<<<<

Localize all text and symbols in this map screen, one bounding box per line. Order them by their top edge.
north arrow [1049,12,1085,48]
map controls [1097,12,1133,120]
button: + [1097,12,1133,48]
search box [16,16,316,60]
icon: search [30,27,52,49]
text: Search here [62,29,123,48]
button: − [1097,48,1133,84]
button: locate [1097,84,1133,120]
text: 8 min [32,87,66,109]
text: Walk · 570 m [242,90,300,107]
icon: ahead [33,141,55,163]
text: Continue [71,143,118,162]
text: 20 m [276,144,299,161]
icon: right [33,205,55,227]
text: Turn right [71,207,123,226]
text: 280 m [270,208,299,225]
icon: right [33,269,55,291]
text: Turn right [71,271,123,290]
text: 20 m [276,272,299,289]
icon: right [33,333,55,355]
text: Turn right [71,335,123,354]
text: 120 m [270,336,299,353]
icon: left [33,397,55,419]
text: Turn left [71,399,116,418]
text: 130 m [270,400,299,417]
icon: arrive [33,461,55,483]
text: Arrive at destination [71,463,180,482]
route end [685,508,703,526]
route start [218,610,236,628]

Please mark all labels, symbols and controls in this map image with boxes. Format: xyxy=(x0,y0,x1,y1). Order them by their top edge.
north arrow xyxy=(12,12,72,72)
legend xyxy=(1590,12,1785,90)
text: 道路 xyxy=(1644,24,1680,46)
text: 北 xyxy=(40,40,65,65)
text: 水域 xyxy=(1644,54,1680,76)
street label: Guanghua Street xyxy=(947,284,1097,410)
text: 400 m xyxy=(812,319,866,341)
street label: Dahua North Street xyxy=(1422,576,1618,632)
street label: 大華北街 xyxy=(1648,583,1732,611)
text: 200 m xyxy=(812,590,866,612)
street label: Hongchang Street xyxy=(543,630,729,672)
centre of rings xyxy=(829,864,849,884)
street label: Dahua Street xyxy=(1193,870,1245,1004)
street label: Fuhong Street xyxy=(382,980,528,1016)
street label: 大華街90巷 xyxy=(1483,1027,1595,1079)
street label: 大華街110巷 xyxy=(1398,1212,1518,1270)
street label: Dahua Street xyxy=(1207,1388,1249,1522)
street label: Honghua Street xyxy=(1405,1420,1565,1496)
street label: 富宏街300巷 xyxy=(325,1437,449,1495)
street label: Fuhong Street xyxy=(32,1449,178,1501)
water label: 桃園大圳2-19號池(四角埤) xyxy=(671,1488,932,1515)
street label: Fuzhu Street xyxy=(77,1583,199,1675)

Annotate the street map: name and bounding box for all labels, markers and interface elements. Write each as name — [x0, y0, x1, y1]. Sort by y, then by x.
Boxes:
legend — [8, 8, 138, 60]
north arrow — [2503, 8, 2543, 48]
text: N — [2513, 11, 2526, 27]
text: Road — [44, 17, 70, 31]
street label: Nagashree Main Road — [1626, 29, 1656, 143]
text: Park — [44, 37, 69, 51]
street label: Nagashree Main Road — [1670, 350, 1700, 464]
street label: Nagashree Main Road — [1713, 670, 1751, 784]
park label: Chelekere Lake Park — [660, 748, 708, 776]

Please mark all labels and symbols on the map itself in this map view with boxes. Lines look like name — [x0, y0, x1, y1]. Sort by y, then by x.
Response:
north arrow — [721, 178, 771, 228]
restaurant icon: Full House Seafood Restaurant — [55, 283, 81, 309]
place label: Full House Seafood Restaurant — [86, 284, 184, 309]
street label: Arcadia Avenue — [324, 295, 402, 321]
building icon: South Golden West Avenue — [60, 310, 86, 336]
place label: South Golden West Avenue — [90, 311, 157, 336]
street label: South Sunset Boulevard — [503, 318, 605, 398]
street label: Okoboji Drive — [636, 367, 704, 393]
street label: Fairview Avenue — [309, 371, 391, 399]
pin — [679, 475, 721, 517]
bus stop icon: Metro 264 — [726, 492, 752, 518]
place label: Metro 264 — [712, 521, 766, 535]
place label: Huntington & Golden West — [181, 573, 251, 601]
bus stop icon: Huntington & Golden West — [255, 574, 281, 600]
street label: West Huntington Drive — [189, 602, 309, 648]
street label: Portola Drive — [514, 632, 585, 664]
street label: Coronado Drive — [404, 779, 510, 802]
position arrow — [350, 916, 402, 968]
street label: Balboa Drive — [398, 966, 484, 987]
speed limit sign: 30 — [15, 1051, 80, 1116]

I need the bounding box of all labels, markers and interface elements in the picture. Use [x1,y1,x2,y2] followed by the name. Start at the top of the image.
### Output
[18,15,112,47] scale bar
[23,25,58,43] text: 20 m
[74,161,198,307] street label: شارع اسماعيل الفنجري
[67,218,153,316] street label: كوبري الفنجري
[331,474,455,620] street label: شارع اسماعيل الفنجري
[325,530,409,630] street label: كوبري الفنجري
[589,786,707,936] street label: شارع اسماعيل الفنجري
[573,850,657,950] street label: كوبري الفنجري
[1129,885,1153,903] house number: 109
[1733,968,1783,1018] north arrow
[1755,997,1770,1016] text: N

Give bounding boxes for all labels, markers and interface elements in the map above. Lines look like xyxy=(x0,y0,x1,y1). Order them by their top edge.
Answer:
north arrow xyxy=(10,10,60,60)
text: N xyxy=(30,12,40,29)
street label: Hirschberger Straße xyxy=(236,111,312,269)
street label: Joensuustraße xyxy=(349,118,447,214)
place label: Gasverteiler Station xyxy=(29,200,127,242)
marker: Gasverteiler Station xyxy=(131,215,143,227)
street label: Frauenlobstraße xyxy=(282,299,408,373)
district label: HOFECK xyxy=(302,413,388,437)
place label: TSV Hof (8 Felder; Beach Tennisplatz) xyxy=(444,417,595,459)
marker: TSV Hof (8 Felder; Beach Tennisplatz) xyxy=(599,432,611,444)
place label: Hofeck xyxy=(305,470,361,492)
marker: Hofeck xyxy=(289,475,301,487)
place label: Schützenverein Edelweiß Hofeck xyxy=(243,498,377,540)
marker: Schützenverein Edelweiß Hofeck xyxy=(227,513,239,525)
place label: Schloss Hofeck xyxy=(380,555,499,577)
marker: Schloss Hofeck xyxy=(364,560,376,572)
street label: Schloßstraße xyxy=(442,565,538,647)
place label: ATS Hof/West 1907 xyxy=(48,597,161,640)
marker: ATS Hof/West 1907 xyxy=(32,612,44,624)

>>>>

What is the number of lines in the data that include the word "then"? State only that number.

2